Based on these models, various tools to measure corporate governance have been developed. But questions have also emerged about whether there can really be one model to measure corporate governance across all companies. Can there really be an ideal level of governance? Corporations vary and are too diverse for one rule to be universally applicable. A report, generated by Wharton University, which evaluated 500 companies, concluded that “the recipe book is big and there’s a different recipe for each company.” Scholars believe that culture plays a large role in governance and simply adopting a system that works in another country leads to companies with fractured systems of governance.

For governance to be effective, it must check greed and corruption, and address the lack of foresight. This needs to be achieved within a framework of financial discipline, law, ethics and values. It is difficult to accomplish any of these with a precise tool or under any model. Instead, it may be productive to rest the system of governance on four fundamental pillars: state regulations, internal regulations, duty of loyalty and moral intelligence, all of which appear to be universally applicable.

The first pillar is the structure of rules and regulations set by the sovereign. Systems and procedures must be devised to objectively monitor the functioning of corporates, taking into account public interest. In India, these are reflected in the Companies Act and for public companies in the Listing Agreement. Equally important are internal regulations, which must ensure smooth functioning and transparency. Further, proper internal structures reduce the risk of the external regulator hauling up a company for fraudulent dealings. These are usually in the form of internal reporting mechanisms, disclosures, internal audits and codes of conduct.

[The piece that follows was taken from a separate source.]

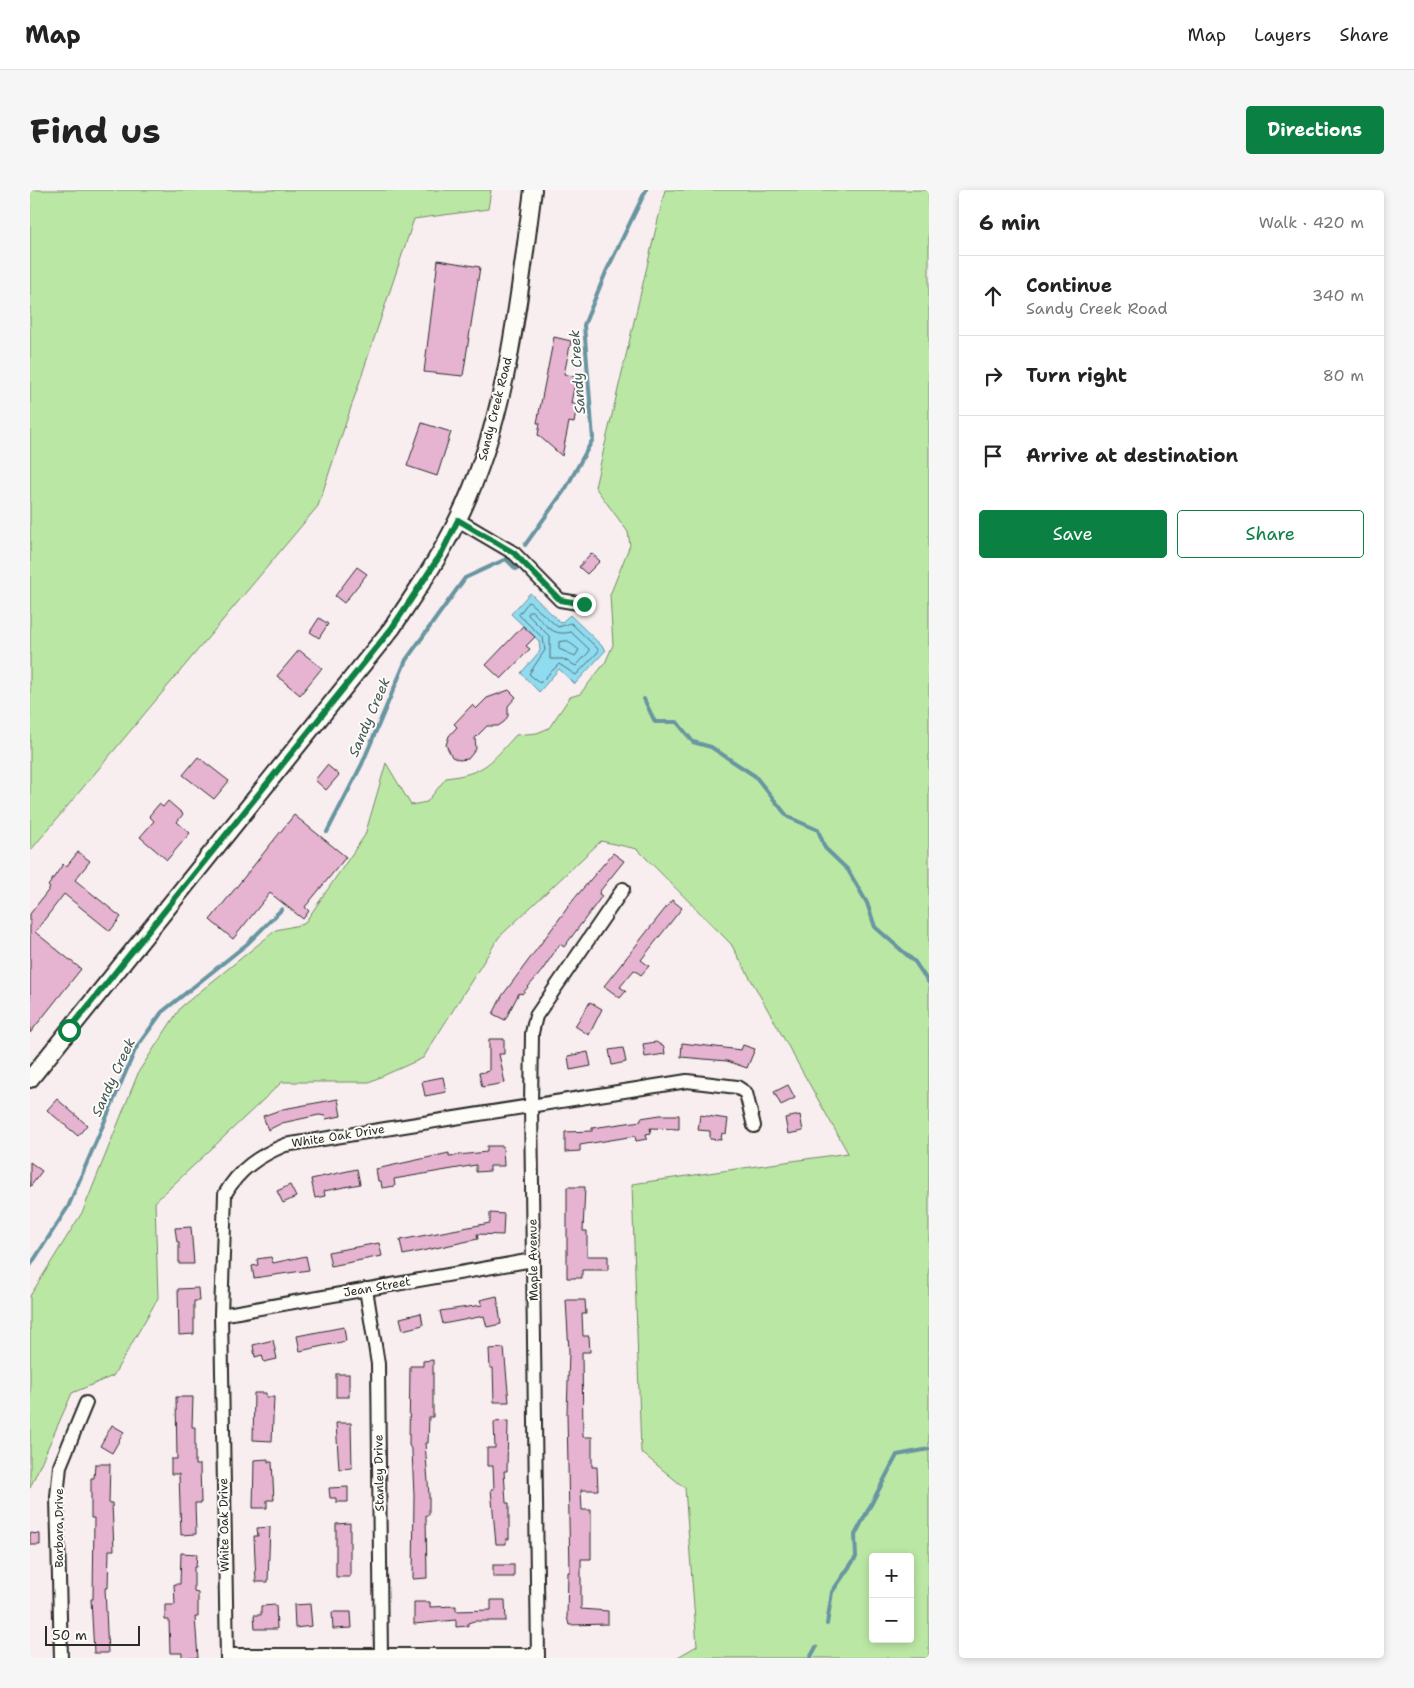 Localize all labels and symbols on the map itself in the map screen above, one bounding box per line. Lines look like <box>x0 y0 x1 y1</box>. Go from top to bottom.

Duty of loyalty forms the next pillar and is broader than the commonly used legal concept of duty of good faith and duty of care. The duty of loyalty precludes acting for unlawful purposes and requires officers of a company to make good faith efforts to monitor its affairs. As fiduciaries, these officers cannot be driven by personal objectives and must only act in the best interests of the corporation.

The last pillar, moral intelligence, unlike economic factors, cannot be reduced to numbers and thus is difficult to measure. Moral intelligence stems from personal and organisational success, integrity, and responsibility. It originates from the duty of care towards the organisation to which one belongs and is so personal that it is based on an individual’s conscience and ethics and is difficult to imbibe. In other words, moral intelligence is manifested by the manner in which an individual exercises his powers, conducts business and interacts with others in his organisation.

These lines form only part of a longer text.